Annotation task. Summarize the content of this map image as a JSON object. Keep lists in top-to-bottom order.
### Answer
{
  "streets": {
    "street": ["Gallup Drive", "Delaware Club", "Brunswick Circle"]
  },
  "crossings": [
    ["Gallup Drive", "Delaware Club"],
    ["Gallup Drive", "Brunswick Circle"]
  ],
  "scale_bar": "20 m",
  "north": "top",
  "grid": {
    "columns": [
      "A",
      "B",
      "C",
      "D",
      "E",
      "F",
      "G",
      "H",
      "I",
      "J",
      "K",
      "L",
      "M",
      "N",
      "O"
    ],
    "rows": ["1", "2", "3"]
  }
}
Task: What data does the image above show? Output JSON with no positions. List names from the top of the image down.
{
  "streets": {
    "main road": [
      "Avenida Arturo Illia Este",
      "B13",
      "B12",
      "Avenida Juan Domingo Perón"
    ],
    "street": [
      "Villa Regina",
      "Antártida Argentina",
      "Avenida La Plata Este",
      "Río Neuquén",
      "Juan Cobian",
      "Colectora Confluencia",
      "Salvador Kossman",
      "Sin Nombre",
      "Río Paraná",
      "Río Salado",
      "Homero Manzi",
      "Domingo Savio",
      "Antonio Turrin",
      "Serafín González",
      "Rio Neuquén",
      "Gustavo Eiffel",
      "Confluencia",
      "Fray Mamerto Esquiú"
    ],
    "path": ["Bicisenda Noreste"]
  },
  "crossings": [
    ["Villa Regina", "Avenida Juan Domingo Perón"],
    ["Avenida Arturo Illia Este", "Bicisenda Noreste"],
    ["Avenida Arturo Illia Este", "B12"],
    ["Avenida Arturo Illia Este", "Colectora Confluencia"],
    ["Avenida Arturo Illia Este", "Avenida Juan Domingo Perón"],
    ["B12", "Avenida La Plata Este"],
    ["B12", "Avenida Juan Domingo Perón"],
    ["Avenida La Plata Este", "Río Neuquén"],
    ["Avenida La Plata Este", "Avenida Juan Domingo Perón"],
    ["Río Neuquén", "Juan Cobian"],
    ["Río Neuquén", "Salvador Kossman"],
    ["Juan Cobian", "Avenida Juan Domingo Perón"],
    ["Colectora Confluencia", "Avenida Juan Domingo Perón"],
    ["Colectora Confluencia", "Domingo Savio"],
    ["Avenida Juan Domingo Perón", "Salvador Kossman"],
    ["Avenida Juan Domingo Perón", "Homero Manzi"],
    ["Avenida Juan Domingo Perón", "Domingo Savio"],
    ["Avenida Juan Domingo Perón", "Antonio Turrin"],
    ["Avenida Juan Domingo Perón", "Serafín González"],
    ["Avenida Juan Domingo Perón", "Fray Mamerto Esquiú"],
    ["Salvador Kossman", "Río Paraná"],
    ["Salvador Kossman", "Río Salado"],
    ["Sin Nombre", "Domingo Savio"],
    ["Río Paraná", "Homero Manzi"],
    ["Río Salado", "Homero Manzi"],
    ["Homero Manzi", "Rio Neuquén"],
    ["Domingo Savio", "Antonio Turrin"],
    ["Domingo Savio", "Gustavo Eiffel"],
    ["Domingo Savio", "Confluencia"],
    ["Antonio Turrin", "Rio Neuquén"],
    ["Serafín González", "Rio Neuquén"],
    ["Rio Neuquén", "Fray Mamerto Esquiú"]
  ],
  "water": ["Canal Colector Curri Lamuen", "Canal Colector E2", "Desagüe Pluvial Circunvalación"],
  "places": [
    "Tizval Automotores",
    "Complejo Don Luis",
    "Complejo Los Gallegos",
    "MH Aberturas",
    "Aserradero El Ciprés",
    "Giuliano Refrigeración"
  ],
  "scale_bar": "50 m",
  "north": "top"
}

Instructions for the task: State how many lines of the listing hold the string "Cobian"; reply with the number and nothing else.

Result of this task: 3